C’est ce qu’il expliquait, un matin, à don Juliano Romero, un riche haciendero des environs d’Arispe, le propre frère de la señora Villanneva, très troublé par l’absence de nouvelles, et qui venait se renseigner près du chef de la garnison d’Arispe.

« Ah ! c’est vous, don Juliano, s’écria le colonel Requeñes, quand le riche haciendero eut été annoncé et introduit par son aide de camp. Bien que l’on ne vous voie pas souvent ici, señor, je n’ose dire : quel bon vent vous conduit aujourd’hui à Arispe, car je devine la cause de votre présence.

— En effet, colonel, dit don Juliano, et je ne vous cache pas que le sort de mon beau-frère me tourmente plus que je ne saurais le dire.
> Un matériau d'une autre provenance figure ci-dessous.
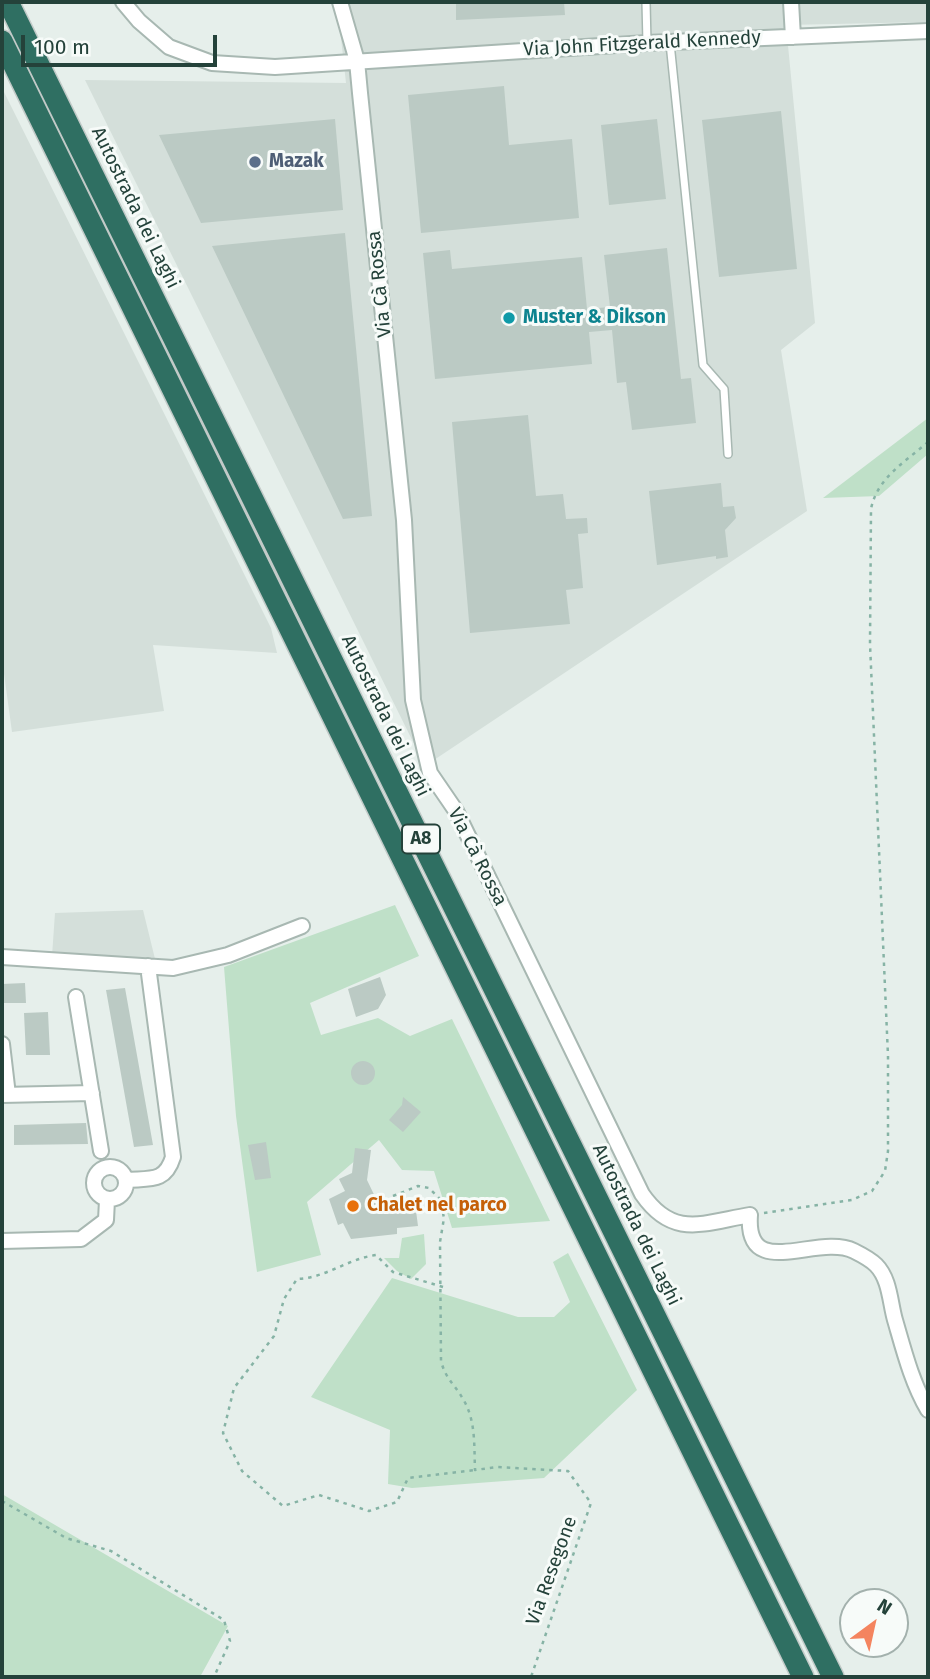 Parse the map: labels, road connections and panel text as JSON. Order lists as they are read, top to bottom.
{
  "streets": {
    "highway": ["Autostrada dei Laghi", "A8"],
    "street": ["Via John Fitzgerald Kennedy", "Via Cà Rossa"],
    "path": ["Via Resegone"]
  },
  "crossings": [
    ["Via John Fitzgerald Kennedy", "Via Cà Rossa"]
  ],
  "places": ["Mazak", "Muster & Dikson", "Chalet nel parco"],
  "scale_bar": "100 m",
  "north": "top right"
} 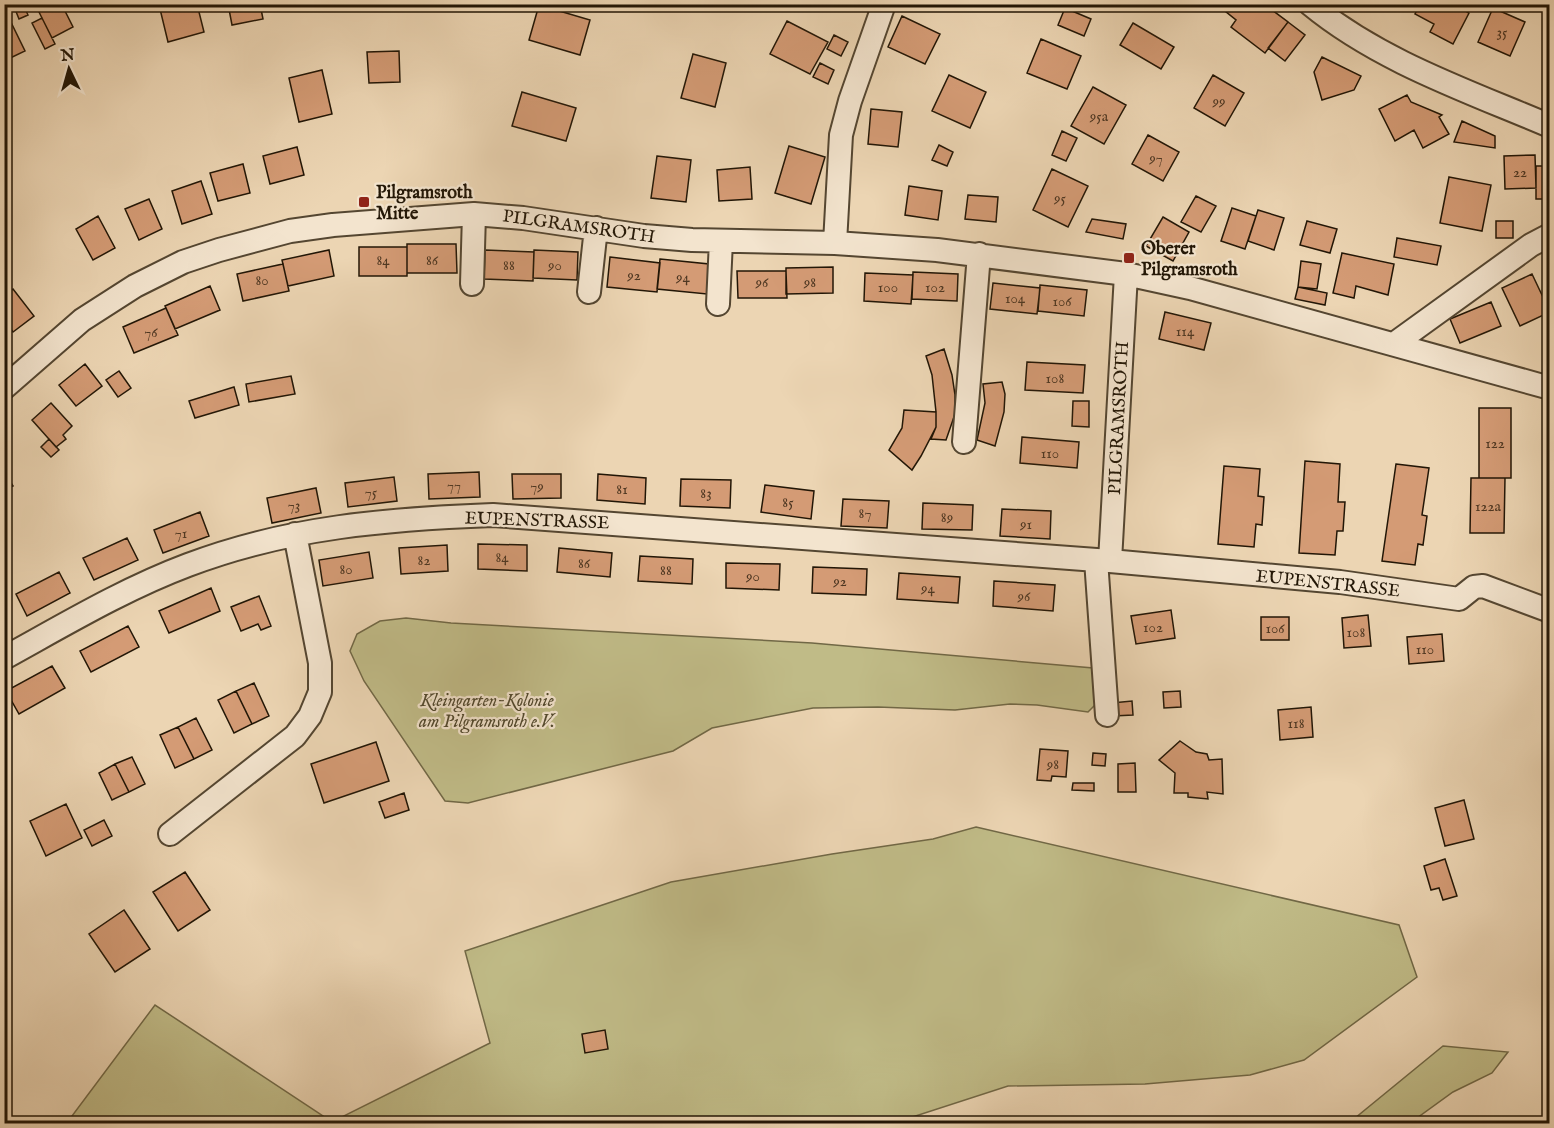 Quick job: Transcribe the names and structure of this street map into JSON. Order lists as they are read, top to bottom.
{
  "streets": {
    "street": ["PILGRAMSROTH", "EUPENSTRASSE"]
  },
  "crossings": [
    ["PILGRAMSROTH", "EUPENSTRASSE"]
  ],
  "parks": ["Kleingarten-Kolonie am Pilgramsroth e.V."],
  "places": {
    "transit": ["Pilgramsroth Mitte", "Oberer Pilgramsroth"]
  },
  "house_numbers": [
    "35",
    "99",
    "95a",
    "97",
    "22",
    "95",
    "84",
    "86",
    "88",
    "90",
    "92",
    "94",
    "80",
    "96",
    "98",
    "100",
    "102",
    "104",
    "106",
    "114",
    "76",
    "108",
    "122",
    "110",
    "77",
    "79",
    "81",
    "75",
    "83",
    "85",
    "73",
    "122a",
    "87",
    "89",
    "91",
    "71",
    "84",
    "82",
    "86",
    "80",
    "88",
    "90",
    "92",
    "94",
    "96",
    "102",
    "106",
    "108",
    "110",
    "118",
    "98"
  ],
  "north": "top"
} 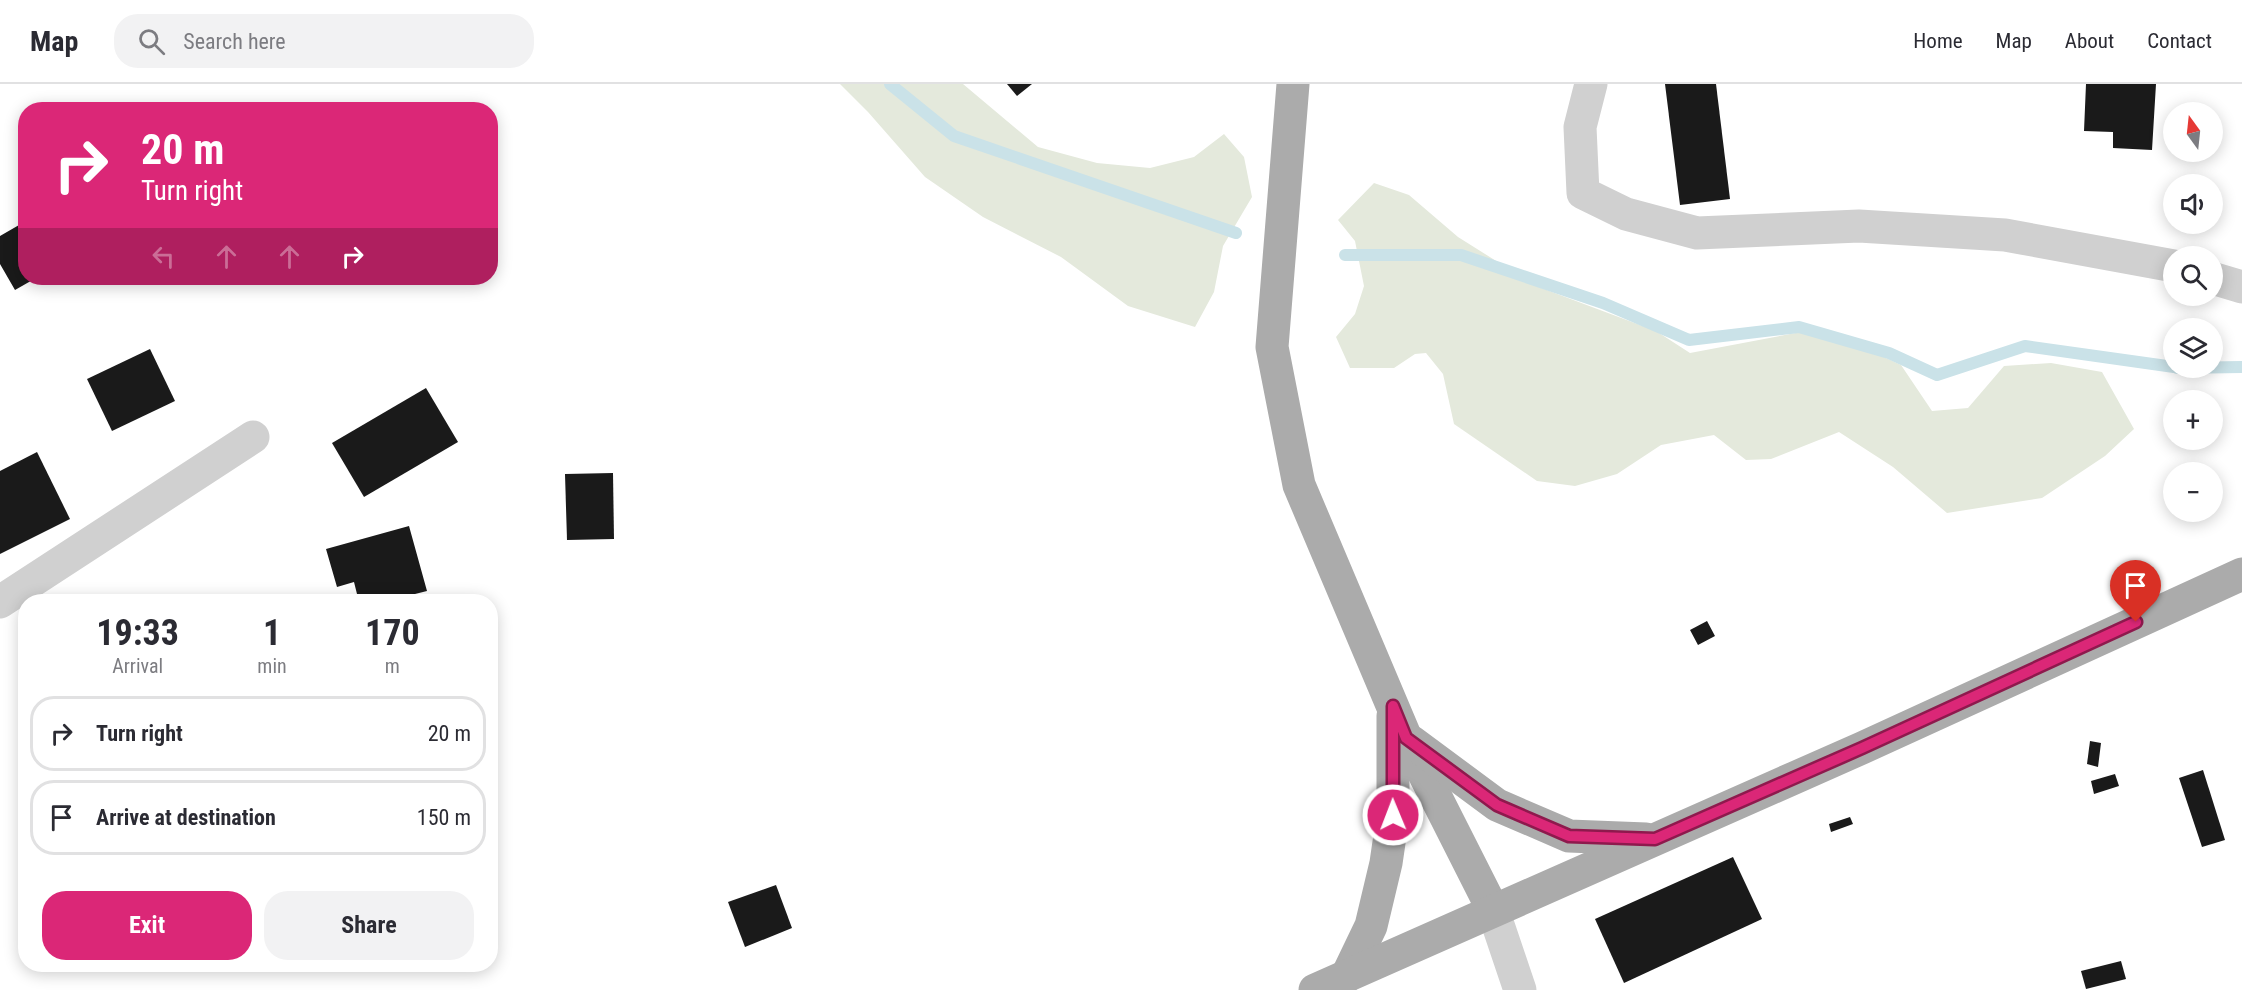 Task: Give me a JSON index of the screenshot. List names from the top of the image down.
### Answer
{
  "north": "top",
  "page": {
    "header": "Map",
    "search": "Search here",
    "nav": [
      "Home",
      "Map",
      "About",
      "Contact"
    ],
    "map_buttons": ["+", "−"],
    "turn": ["20 m", "Turn right"],
    "eta": [
      "19:33",
      "Arrival",
      "1",
      "min",
      "170",
      "m"
    ],
    "list": [
      {
        "name": "Turn right",
        "value": "20 m"
      },
      {
        "name": "Arrive at destination",
        "value": "150 m"
      }
    ],
    "buttons": ["Exit", "Share"]
  }
}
Il a dû lui arriver malheur ; pour moi, cela ne fait plus de doute ; et chaque jour qui s’écoule augmente mon angoisse. À la date où nous sommes, j’aimerais mieux, je vous jure, être instruit même d’une catastrophe, à laquelle on essayerait du moins de remédier, que d’en être réduit aux suppositions. Et vous, savez-vous quelque chose ? Si oui, je vous en supplie, parlez vite.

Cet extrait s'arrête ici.